/---

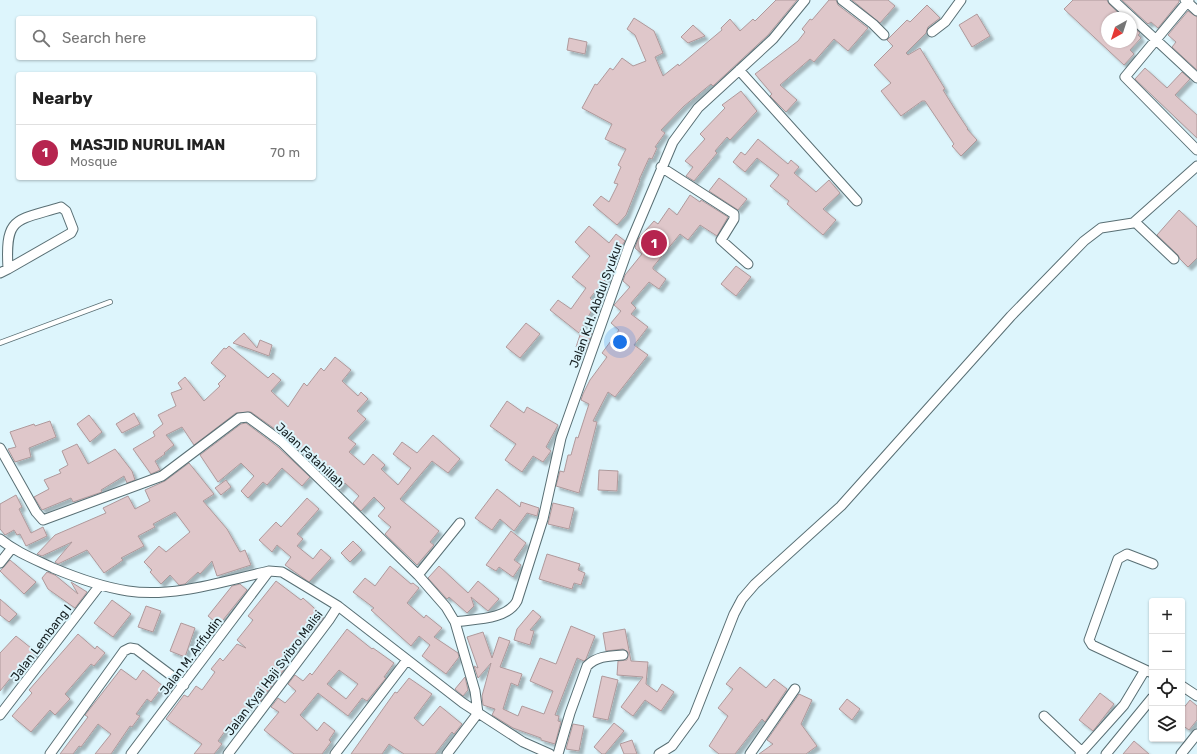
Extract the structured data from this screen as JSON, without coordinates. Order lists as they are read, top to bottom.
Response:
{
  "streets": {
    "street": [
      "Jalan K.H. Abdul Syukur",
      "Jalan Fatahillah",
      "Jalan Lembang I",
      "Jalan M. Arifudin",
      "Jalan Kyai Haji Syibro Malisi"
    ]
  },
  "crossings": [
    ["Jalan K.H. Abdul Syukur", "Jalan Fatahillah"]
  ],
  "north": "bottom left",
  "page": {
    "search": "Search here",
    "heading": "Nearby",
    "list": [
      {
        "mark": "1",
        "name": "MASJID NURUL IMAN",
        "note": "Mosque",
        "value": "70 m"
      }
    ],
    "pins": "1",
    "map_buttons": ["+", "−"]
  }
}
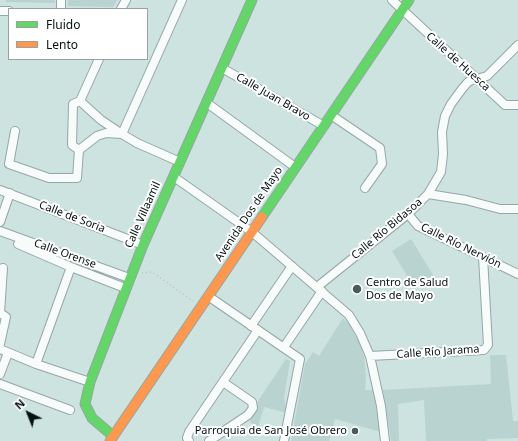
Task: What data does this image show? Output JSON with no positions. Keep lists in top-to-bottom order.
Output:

\---

§ PROBLEM DETAILS: Output the records above character for character, but leave each image out.

§ RESPONSE TO THIS EXERCISE:
Extract the structured data from this screen as JSON, without coordinates. Order lists as they are read, top to bottom.
Response:
{
  "streets": {
    "street": [
      "Jalan K.H. Abdul Syukur",
      "Jalan Fatahillah",
      "Jalan Lembang I",
      "Jalan M. Arifudin",
      "Jalan Kyai Haji Syibro Malisi"
    ]
  },
  "crossings": [
    ["Jalan K.H. Abdul Syukur", "Jalan Fatahillah"]
  ],
  "north": "bottom left",
  "page": {
    "search": "Search here",
    "heading": "Nearby",
    "list": [
      {
        "mark": "1",
        "name": "MASJID NURUL IMAN",
        "note": "Mosque",
        "value": "70 m"
      }
    ],
    "pins": "1",
    "map_buttons": ["+", "−"]
  }
}
Task: What data does this image show? Output JSON with no positions. Keep lists in top-to-bottom order.
Output:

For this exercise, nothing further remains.